El hombre de bata blanca encorvado tras el mostrador era el típico imbécil que no pintaba nada allí. Debía haberse retirado mucho antes de decidir que odiaba tanto aquel trabajo que no pensaba ser amable con nadie que entrara en la farmacia. Con su cabello gris desaliñado y aquellas gafas redondas de culo de botella, parecía más bien un genetista nazi que hubiera cambiado de trabajo. Y de hecho hablaba como si lo fuera.
—Que no tenemos.
—Esto es una jodida farmacia; todas las farmacias venden termómetros.

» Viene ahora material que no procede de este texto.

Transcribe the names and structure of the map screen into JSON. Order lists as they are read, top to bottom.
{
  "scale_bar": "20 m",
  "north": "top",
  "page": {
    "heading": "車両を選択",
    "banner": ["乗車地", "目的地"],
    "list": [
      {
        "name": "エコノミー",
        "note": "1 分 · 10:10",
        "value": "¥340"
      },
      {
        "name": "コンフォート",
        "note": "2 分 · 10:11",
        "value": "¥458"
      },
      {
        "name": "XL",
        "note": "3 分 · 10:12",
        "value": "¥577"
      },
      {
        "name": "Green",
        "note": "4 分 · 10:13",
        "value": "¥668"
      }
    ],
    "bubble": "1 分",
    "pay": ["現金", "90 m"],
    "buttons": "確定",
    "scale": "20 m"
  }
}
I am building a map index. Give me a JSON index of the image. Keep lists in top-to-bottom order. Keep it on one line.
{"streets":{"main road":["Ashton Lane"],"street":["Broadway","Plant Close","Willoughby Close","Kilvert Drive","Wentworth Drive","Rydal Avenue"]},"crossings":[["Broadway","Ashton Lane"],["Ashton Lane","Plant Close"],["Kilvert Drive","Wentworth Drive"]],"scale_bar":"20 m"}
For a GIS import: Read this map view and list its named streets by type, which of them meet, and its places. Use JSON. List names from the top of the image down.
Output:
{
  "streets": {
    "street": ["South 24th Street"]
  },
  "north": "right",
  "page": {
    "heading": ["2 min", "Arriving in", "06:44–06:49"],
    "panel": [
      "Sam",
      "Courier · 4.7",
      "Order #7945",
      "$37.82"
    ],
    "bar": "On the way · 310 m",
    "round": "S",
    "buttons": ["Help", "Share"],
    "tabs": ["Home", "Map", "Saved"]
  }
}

El hombre se encogió de hombros y no respondió.
Drayton Wheeler se lo quedó mirando fijamente.
—¿Sabe dónde hay otra farmacia?
—Sí —dijo, asintiendo.
—¿Dónde?
—¿Por qué iba a decírselo? Usted no me gusta. No me gusta su actitud.
—Que le jodan.
—Que le jodan a usted.
Por un momento, Wheeler sintió la tentación de golpearle en aquella cara de bicho petulante. Pero se dio cuenta a tiempo de que aquello podía tener todo tipo de repercusiones. No le convenía. No debía apartarse de su plan; tenía que concentrarse. Concentrarse. Concentrarse.
Salió de la tienda hecho una furia y chocó con una mujer que empujaba un carricoche.
—¡Vieja idiota! —le gritó—. ¡Mira por dónde vas!
Luego echó a andar por la calle, pero la rabia se estaba cebando con sus ojos, y lo veía todo borroso. Estaba cansado. Estaba malhumorado. Estaba hambriento. Necesitaba comida. Necesitaba un baño.
Pero sobre todo necesitaba un termómetro.